Relational Database


  A relational database is a database that conforms to the relational model, and refers to a database's data and schema (the database's structure of how that data is arranged). Common usage of the term "Relational database management system" technically refers to the software used to create a relational database, but sometimes mistakenly refers to a relational database.

Relations or tables

Main articles: Relation (mathematics) and Table (database)

A relation is defined as a set of tuples that all have the same attributes. This is usually represented by a table, which is organized into rows and columns. In a relational database, all of the data stored in a column should be in the same domain. In practice this means that values stored in a single column must all be of the same data type and conform to the same constraints.

The relational model specifies that the tuples of a relation should have no specific order and that the tuples, in turn, should impose no order on the attributes. In the relational model specific tuples are retrieved by using the projection operator over the relation. The relational selection operation is equivalent to the SQL SELECT query, possibly with a WHERE clause to limit results. In the relational model attributes must be referenced explicitly by name in all operations, while the SQL standard allows both unnamed columns in result sets and the shorthand asterisk (*) notation in queries.

The SQL standard requires columns to have a defined order. All data stored in a computer must have an order, as the memory of a computer is linear. Also, when the data is returned, there must be an order in which the data is returned because transfer protocols are also linear.

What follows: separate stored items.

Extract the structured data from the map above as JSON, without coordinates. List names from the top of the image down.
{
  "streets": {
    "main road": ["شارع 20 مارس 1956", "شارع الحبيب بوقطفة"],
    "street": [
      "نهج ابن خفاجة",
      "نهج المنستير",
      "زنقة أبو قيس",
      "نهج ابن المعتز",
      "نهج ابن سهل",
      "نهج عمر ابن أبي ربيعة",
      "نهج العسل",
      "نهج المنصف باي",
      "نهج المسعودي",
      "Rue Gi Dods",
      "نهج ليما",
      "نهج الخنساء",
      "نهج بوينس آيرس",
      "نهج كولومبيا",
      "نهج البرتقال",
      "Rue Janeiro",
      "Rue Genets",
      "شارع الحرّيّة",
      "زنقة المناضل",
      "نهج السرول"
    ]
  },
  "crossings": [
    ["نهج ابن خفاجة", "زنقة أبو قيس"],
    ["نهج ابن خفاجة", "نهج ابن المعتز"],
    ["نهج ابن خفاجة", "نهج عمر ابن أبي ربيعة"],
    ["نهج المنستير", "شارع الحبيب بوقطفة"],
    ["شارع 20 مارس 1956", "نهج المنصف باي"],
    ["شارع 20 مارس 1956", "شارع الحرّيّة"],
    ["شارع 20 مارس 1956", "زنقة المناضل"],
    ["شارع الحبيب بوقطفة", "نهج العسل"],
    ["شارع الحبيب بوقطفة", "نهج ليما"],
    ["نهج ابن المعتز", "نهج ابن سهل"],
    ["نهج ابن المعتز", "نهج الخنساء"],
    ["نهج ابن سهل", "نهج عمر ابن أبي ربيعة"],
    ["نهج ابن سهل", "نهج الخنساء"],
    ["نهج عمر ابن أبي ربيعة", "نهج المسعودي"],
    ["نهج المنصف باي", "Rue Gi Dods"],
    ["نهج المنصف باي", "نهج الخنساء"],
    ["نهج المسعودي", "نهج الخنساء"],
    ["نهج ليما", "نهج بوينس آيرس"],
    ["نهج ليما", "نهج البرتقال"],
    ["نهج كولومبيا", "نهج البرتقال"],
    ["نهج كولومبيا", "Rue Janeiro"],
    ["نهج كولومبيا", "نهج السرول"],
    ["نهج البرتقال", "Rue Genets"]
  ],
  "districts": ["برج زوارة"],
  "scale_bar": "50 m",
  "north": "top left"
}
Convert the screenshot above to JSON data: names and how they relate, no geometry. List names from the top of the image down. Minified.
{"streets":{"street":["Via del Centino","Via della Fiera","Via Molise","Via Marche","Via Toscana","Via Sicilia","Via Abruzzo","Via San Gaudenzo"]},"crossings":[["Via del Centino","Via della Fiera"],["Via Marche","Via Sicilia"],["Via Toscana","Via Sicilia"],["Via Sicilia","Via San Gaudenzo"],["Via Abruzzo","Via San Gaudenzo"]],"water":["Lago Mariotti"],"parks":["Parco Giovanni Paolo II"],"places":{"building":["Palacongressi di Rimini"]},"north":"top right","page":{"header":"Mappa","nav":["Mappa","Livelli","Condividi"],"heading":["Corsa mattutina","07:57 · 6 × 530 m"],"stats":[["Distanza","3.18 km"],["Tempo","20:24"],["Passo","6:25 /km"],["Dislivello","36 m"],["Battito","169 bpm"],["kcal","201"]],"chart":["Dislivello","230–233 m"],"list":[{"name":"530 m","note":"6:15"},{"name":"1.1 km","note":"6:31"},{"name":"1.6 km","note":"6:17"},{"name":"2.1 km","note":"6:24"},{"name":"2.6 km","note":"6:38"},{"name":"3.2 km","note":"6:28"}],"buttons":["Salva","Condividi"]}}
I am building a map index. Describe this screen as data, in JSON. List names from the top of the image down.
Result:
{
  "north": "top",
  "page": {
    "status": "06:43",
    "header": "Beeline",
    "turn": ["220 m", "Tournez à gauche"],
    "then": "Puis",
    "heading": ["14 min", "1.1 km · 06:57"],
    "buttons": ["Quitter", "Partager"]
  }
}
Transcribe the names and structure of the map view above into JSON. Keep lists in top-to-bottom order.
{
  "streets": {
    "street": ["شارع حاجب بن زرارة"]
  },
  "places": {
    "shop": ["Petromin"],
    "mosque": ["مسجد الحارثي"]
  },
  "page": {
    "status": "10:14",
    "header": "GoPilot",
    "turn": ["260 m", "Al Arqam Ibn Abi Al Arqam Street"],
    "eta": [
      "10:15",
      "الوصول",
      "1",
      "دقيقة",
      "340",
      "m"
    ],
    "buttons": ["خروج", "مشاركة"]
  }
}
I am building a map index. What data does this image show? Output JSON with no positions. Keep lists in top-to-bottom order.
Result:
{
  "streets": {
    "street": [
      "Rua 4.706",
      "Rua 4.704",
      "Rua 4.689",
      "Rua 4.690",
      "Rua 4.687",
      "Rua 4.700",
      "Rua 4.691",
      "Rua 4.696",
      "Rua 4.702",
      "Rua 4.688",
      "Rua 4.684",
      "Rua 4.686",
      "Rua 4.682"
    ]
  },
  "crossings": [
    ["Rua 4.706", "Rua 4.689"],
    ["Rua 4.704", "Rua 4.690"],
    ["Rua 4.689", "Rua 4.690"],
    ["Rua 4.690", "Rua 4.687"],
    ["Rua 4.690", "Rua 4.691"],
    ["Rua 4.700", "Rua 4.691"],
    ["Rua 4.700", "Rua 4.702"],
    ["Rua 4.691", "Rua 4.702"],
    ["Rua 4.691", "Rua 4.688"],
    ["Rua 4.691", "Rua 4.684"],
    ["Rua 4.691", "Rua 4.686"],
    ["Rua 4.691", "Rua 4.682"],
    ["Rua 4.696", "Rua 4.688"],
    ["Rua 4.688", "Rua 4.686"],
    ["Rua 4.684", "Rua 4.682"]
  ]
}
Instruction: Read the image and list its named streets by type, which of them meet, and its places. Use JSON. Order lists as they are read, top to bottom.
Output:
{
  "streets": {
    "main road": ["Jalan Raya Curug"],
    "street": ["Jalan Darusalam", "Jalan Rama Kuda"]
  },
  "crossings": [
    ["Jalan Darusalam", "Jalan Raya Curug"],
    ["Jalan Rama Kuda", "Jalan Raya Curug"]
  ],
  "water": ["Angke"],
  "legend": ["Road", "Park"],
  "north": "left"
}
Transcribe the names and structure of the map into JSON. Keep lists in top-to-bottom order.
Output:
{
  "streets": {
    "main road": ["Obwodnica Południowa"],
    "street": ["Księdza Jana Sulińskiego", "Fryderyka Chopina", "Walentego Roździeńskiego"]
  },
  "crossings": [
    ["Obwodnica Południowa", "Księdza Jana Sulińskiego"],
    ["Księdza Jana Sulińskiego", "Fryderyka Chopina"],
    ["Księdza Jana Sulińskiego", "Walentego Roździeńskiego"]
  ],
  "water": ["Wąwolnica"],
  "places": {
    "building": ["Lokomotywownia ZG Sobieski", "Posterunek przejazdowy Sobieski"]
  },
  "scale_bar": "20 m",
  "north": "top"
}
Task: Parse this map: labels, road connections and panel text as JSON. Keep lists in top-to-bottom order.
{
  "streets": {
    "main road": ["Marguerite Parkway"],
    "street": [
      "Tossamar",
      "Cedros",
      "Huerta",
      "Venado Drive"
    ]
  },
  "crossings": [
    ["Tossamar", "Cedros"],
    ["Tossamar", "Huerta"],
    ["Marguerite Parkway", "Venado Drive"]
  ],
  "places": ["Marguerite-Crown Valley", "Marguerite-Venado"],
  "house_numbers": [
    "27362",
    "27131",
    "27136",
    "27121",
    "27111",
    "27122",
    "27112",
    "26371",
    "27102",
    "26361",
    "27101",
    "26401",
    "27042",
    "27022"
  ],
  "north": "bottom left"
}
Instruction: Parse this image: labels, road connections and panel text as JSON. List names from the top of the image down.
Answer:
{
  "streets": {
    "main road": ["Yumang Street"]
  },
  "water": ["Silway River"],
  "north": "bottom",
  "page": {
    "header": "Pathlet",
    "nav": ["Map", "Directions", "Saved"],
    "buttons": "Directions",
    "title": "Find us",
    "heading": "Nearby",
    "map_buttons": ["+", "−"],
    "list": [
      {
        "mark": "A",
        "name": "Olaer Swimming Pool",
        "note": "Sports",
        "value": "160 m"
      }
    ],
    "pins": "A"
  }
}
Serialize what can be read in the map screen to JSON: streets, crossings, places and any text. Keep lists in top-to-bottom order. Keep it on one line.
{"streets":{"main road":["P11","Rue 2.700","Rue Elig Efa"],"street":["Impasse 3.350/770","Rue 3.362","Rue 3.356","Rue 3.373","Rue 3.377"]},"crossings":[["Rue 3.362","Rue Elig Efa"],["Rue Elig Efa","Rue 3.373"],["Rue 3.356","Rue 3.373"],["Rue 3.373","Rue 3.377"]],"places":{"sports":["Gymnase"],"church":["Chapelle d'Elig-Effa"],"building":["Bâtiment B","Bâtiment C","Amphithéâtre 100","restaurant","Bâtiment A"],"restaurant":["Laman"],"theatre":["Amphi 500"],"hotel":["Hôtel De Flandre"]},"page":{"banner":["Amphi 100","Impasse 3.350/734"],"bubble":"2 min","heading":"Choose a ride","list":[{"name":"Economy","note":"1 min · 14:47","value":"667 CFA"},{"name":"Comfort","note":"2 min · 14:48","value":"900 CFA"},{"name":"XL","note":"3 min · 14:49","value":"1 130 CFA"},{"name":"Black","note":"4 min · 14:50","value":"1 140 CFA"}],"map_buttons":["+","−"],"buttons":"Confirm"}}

Note, however, that in SQL the order of columns and rows returned in a result set is never guaranteed unless explicitly specified by the user.


Relvars

Main articles: Relvar and View (database)

A relvar is a "relation variable". In a relational database, all data are stored and accessed via relations. The data that are actually stored in the database are stored as relations. These relations are sometimes called "base relvars". This is equivalent to a "table". Other relvars do not have their data stored in them, but are a result of applying relational operations, to other relvars. These relvars are sometimes called "derived relvars", meaning that their information is derived from other sources. These are equivalent to "views" or "queries". Derived relvars are convenient in that though they may grab information from several relvars, it is presented externally as a single relvar for a simpler perspective. Also, it can be used as an abstraction layer.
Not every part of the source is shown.